Refine Your Palate With Olive Oil

“It’s Berkeley” is a phrase I hear a lot. You made your bike out of kelp and plastic bottles? You’re on the Macro-Antarctic diet? Your kids love Tunisian Chemlali extra-virgin olive oil? I haven’t actually heard any of those questions, but I did experience the last one firsthand at Amphora Nueva, a mecca of oil and vinegar in Berkeley. A preteen and his mom were picking up the oil that he preferred, and just before paying, she asked him, “Are we OK on balsamic?” He nodded. I’d read about Amphora Nueva and was eager to taste their wares, so I made an appointment to chat with Nate Bradley, a third-generation olive oil merchant.
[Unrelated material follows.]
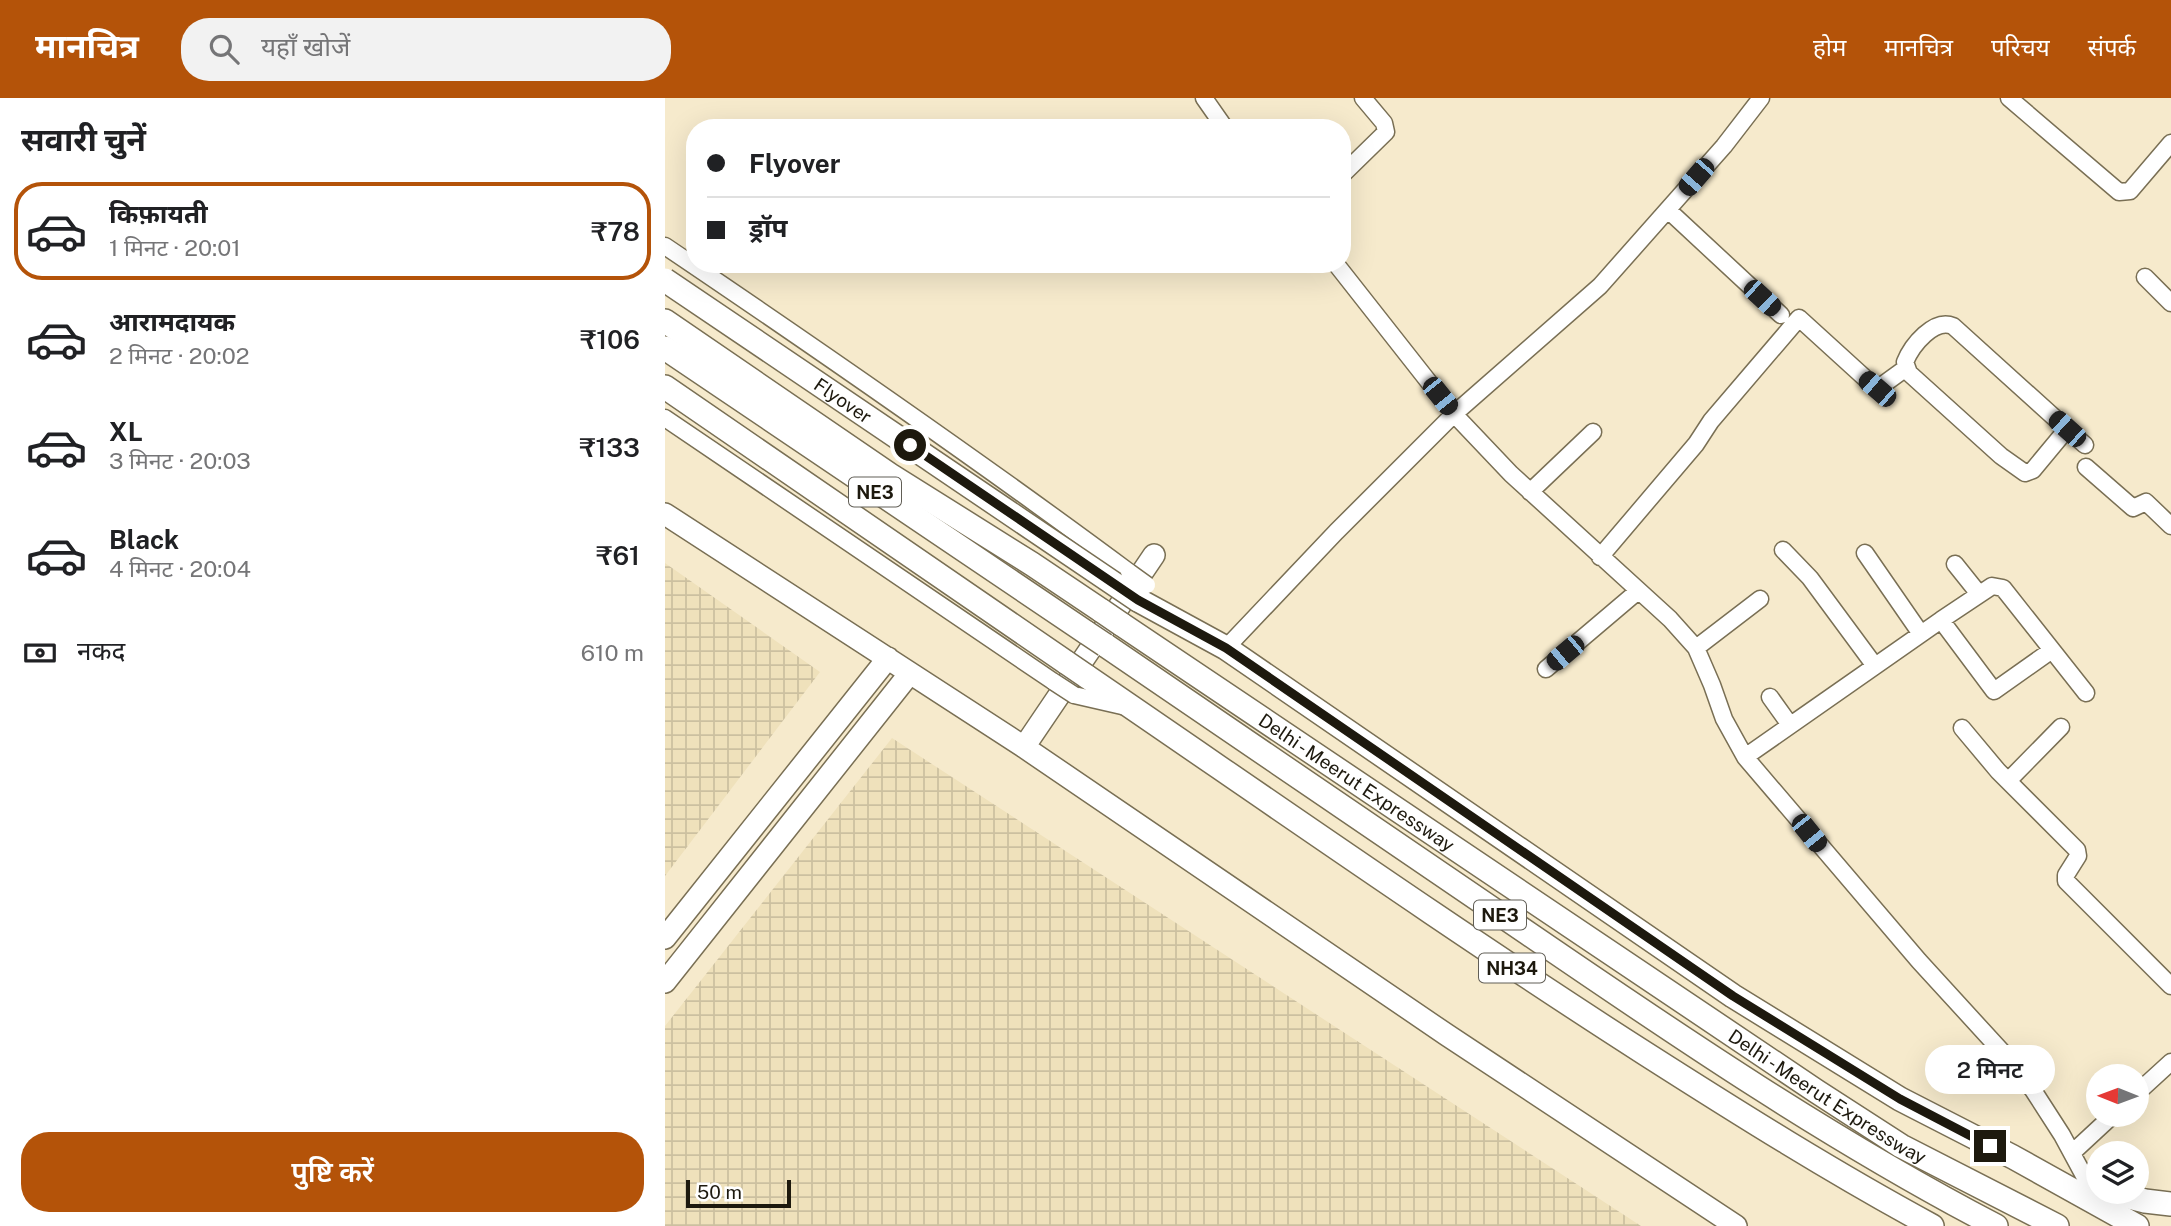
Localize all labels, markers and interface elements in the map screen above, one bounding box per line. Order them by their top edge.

Photo courtesy of Amphora Nueva

Photo courtesy of Amphora Nueva

“What we look for in the oils we carry are freshness and chemistry,” Nate said. “Think of olive oil like produce. It does go bad and you lose its health properties when it does.” Pointing to the center table, where 12 fustis of oil were lined up, Nate started talking about FFAs and polyphenols – I was already starting to feel lost. And I hadn’t even tasted any oil yet.

“Sorry – what are polyphenols?” I asked Nate.
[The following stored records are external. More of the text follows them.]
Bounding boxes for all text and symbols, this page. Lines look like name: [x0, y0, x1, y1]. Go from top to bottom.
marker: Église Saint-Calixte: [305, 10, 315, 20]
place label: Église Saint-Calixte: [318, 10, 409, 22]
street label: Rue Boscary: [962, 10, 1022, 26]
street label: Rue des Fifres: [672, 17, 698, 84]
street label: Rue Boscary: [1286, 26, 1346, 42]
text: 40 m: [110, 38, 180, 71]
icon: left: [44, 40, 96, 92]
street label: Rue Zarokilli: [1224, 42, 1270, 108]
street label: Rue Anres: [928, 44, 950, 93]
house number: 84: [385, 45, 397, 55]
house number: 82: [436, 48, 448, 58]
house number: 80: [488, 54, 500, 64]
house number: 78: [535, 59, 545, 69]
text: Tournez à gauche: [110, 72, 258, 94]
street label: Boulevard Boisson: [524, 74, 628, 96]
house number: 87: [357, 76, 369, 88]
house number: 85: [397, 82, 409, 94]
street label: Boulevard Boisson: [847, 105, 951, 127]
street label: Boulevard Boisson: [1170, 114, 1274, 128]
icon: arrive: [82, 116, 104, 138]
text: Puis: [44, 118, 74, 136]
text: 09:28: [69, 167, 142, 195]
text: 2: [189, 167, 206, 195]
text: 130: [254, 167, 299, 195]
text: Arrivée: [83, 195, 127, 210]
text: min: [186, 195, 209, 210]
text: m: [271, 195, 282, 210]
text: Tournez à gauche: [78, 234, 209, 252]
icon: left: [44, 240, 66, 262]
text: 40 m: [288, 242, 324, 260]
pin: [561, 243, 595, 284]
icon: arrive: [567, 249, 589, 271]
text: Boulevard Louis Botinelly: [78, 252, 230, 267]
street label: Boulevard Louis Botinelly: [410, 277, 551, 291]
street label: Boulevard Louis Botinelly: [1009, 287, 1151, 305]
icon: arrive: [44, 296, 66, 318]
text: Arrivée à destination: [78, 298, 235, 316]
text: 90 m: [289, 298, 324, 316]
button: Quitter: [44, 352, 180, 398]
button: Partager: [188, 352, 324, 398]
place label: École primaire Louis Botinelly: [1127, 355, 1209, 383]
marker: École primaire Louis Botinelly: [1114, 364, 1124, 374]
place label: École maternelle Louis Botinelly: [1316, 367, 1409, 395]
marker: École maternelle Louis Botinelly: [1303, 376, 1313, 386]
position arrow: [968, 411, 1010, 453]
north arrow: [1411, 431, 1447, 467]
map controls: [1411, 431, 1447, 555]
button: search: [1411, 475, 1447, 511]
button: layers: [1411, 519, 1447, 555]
Nate Bradley assisting a customer at Amphora Nueva's tasting bar of the newest olive oils

Nate Bradley assisting a customer at Amphora Nueva’s tasting bar of the newest olive oils

“Think of them as tannins,” he explained. “The stronger the oil, the more peppery and bitter it is, the higher the polyphenols and the antioxidants. FFAs are ‘free fatty acids.’ The lower the FFA [percentage], the higher the smoke point.”

FFAs increase based on water and oil contact: that is, the longer pressed olive oil is in contact with the vegetal water that remains from the fruit, the higher the FFAs. Freshness in olive oil equates to pressing the fruit as soon as possible after picking, and also separating the oil out lickety-split from there. The burning sensation and peppery flavor you’ll notice in extra-virgin olive oils are signposts of freshness.

“The peppery note gets knocked down a lot with cooking,” Nate said. “We bake a lot with olive oil and recommend higher-count polyphenol oils for that.” After tasting through a number of oils, I honestly couldn’t say which one I preferred. I’d have to cook with one to know. But another way to discover what’s good is to find out what’s bad.

“We,” Nate said when nodding to Claire, his sister and Amphora Nueva’s general manager, “can taste when chefs use oil that’s gone bad. It has a putty-like, crayon, waxy flavor to it. Not good.” He poured me a taste of rancid oil and the only thing I could discern was that it didn’t taste like much at all. I did not get the feeling that I was back in preschool eating a Playdoh burger – thank goodness. But the lively notes I’d tasted in Amphora Nueva’s oils, ranging from grass to spice to even banana candy, weren’t present in this oil. It also had a different, unappealingly thin texture. Comparing this oil to the ones I’d tasted from the fustis reminded me of when I tasted a well-made wine for the first time in its ideal milieu – right glass, temperature and company. My appreciation of wine began from that moment on.

One day I hope to achieve Nate’s level of olive-oil tasting, culled from years of tasting and teaching and traveling the olive-oil-producing regions of the world. Amphora Nueva carries olive oil from the usual suspects such as Greece, Spain, Portugal, California and Italy, but also some countries you may not associate with olive oil: Australia, South Africa, Tunisia, Chile, Argentina and even Peru. For now, I’m more than content to experiment with new oils I bought, particularly a low-FFA one I picked up for deep-frying. Ever heard that you can’t do that with olive oil because the smoke point is too low? Yeah, that’s false. I’m off to look up some falafel recipes.